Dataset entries
-------------------------
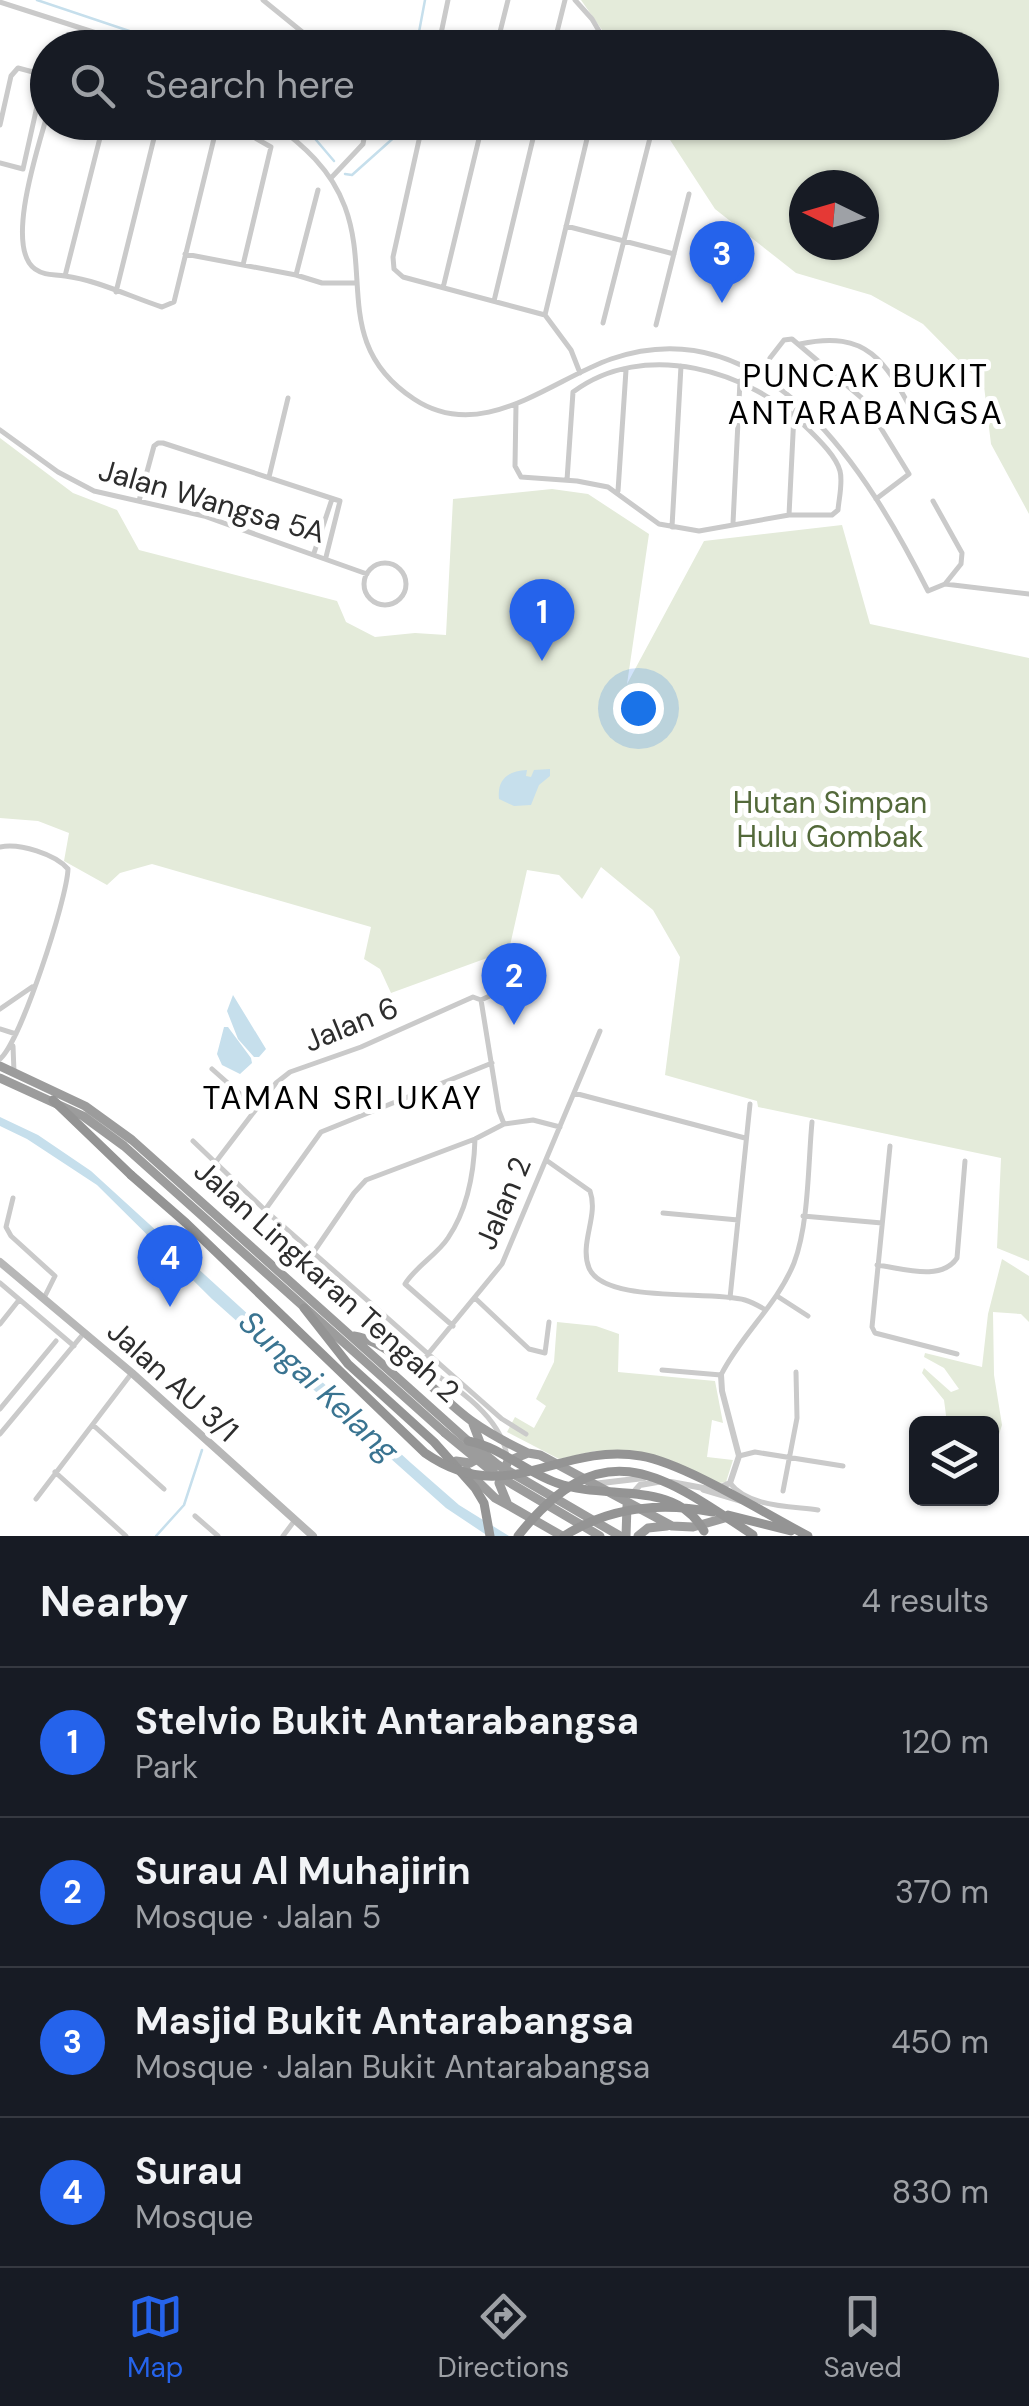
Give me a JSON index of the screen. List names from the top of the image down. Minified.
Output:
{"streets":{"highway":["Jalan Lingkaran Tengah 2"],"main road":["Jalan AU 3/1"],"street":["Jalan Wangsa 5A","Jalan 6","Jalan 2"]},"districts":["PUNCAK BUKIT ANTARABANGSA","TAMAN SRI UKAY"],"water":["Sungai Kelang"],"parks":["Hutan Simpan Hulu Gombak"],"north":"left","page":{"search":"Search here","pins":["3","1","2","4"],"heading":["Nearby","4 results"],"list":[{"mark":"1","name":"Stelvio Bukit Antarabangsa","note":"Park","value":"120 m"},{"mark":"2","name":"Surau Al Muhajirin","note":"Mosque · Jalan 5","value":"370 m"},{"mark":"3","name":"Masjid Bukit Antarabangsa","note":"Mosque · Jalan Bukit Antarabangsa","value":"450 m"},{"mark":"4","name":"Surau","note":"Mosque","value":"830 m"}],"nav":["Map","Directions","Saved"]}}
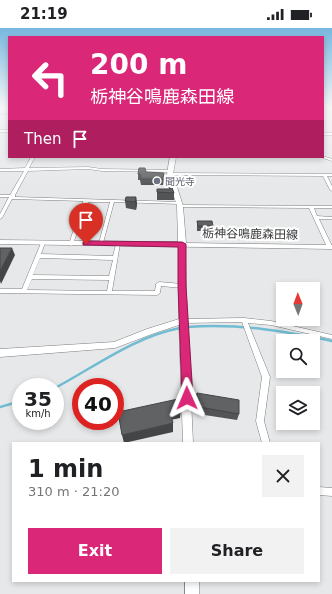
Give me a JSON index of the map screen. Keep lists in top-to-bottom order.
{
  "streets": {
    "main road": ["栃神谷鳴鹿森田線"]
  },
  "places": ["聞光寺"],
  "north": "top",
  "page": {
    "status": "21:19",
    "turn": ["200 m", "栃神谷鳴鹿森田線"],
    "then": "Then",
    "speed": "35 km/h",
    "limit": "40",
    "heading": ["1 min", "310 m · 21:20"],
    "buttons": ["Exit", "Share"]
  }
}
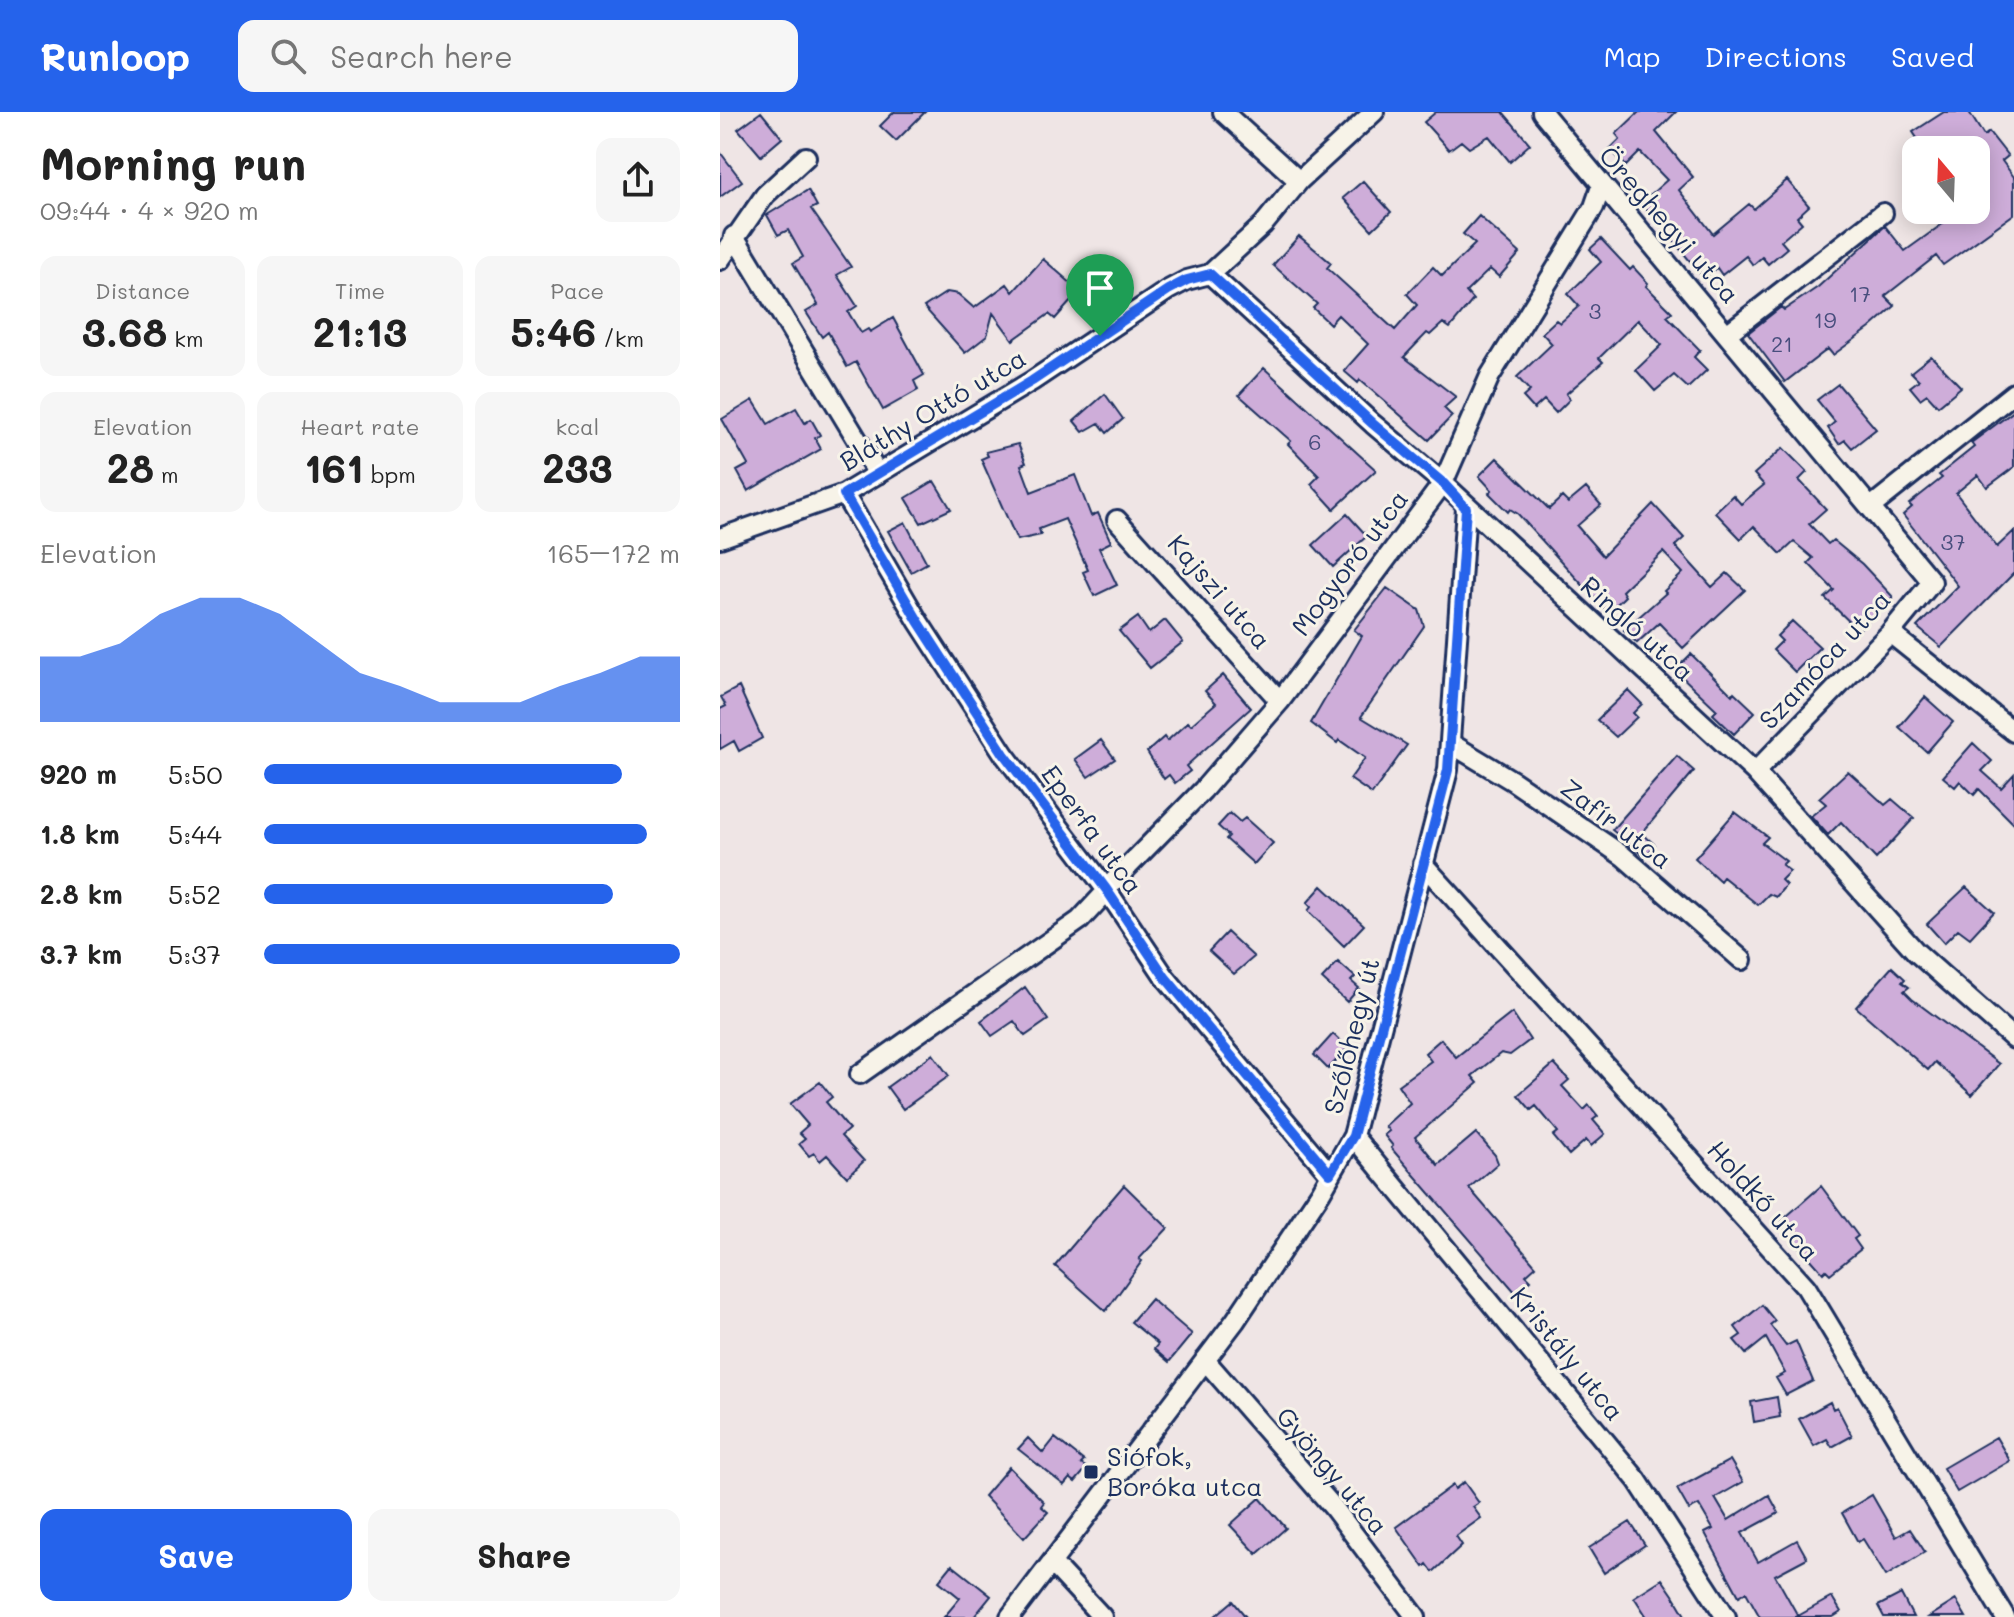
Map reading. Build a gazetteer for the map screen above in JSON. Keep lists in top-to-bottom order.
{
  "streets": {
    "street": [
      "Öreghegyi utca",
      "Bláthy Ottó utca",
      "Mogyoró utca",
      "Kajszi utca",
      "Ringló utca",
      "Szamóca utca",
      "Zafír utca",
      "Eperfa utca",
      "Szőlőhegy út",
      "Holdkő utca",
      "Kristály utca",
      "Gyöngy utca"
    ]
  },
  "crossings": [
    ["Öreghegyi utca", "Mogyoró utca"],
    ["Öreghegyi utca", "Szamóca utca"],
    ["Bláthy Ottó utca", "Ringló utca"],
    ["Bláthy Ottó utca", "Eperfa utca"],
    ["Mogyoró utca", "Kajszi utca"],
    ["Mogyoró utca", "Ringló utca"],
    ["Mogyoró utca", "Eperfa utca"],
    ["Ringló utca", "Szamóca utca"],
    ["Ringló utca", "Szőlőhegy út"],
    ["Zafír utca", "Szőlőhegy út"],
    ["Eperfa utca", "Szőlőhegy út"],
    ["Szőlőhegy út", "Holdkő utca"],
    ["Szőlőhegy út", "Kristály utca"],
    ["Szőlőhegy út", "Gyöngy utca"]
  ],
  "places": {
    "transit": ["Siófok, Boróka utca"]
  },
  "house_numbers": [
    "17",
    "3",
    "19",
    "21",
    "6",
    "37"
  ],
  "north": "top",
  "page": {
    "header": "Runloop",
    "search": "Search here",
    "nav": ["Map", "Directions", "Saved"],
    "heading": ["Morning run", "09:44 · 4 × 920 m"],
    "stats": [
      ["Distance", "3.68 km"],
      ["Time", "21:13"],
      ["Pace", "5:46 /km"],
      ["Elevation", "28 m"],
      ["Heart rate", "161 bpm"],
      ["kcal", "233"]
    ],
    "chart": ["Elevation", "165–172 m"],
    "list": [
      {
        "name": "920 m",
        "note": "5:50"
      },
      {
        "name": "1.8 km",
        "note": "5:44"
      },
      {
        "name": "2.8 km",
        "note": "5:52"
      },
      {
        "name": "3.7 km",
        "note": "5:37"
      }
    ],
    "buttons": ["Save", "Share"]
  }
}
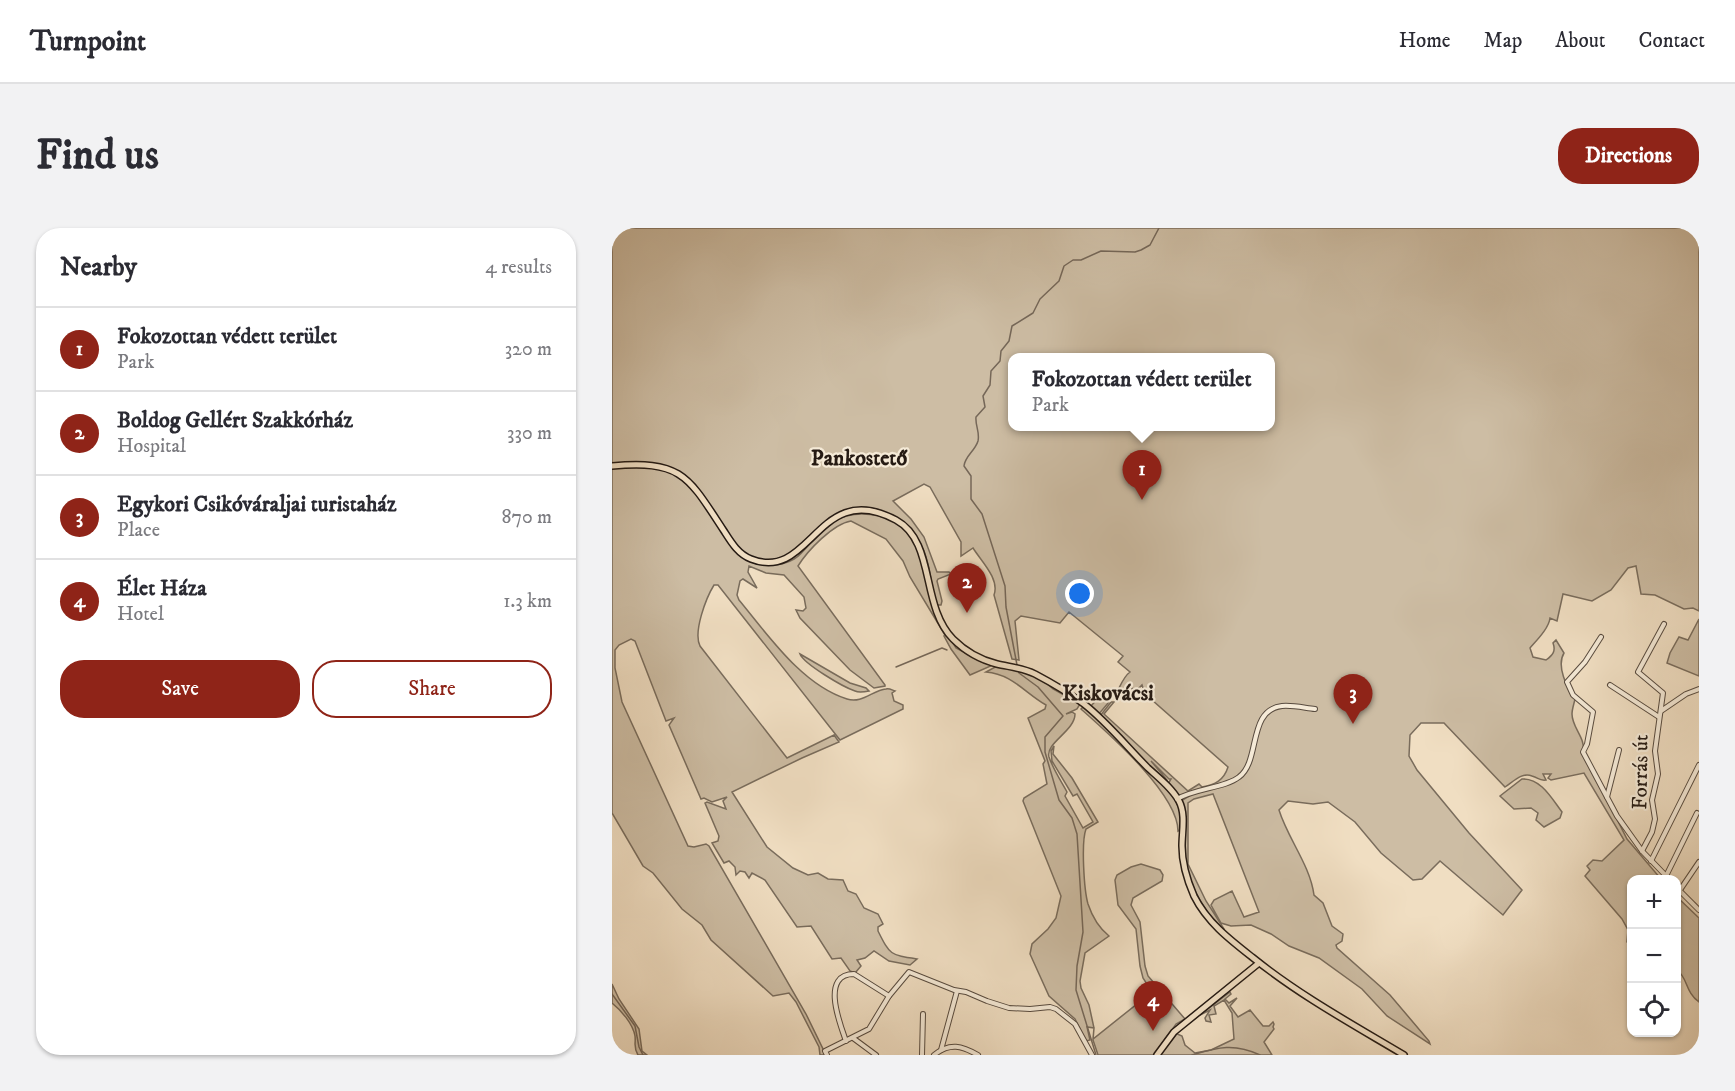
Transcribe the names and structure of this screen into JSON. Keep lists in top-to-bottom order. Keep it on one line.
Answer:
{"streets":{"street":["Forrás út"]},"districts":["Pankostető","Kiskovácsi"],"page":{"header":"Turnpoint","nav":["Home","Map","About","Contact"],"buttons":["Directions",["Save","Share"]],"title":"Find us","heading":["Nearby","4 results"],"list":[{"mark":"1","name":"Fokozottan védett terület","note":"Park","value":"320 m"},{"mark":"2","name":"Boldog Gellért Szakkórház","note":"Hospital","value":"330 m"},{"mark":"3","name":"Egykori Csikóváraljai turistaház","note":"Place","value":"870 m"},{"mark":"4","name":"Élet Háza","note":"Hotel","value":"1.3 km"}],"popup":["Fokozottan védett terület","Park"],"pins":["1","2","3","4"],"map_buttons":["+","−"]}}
-------------------------
» **Problem details**
Using the data above, tally each line that contains "order". Write only the total.

» **Your response**
3